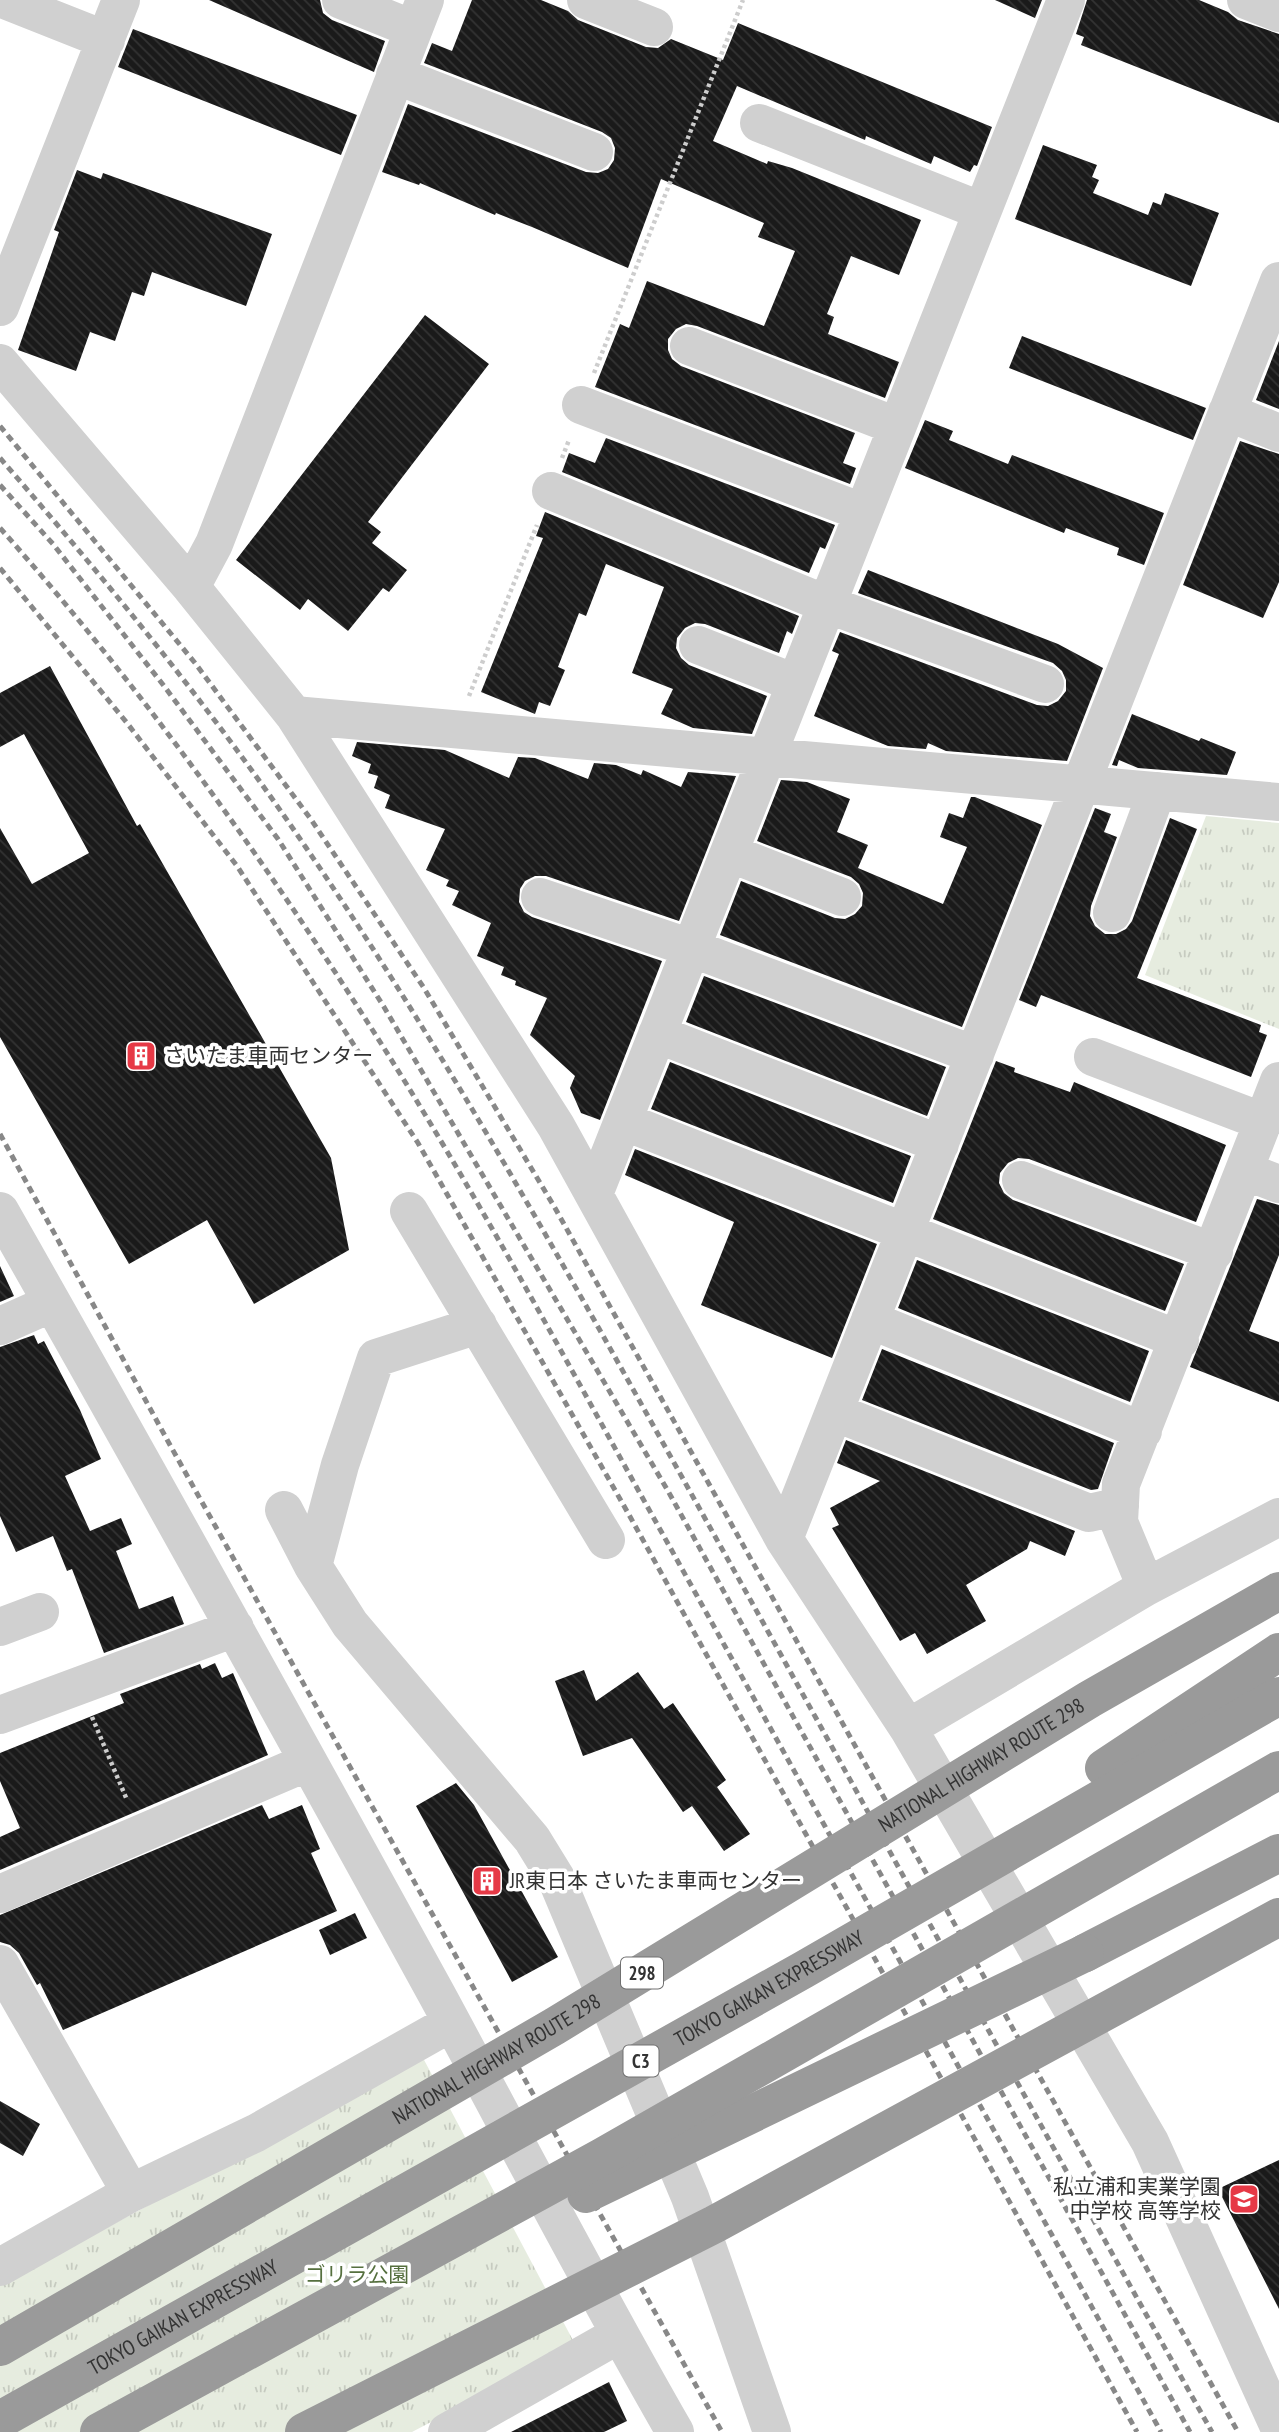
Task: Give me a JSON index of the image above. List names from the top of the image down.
{
  "streets": {
    "highway": [
      "NATIONAL HIGHWAY ROUTE 298",
      "298",
      "TOKYO GAIKAN EXPRESSWAY",
      "C3"
    ]
  },
  "parks": ["ゴリラ公園"],
  "places": {
    "building": ["さいたま車両センター", "JR東日本 さいたま車両センター"],
    "school or university": ["私立浦和実業学園 中学校 高等学校"]
  }
}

• _WHAT THE TASK ASKS_
Copy all the entries word for word. Omit any pictures.

• _ANSWER_
Task: Give me a JSON index of the image above. List names from the top of the image down.
{
  "streets": {
    "highway": [
      "NATIONAL HIGHWAY ROUTE 298",
      "298",
      "TOKYO GAIKAN EXPRESSWAY",
      "C3"
    ]
  },
  "parks": ["ゴリラ公園"],
  "places": {
    "building": ["さいたま車両センター", "JR東日本 さいたま車両センター"],
    "school or university": ["私立浦和実業学園 中学校 高等学校"]
  }
}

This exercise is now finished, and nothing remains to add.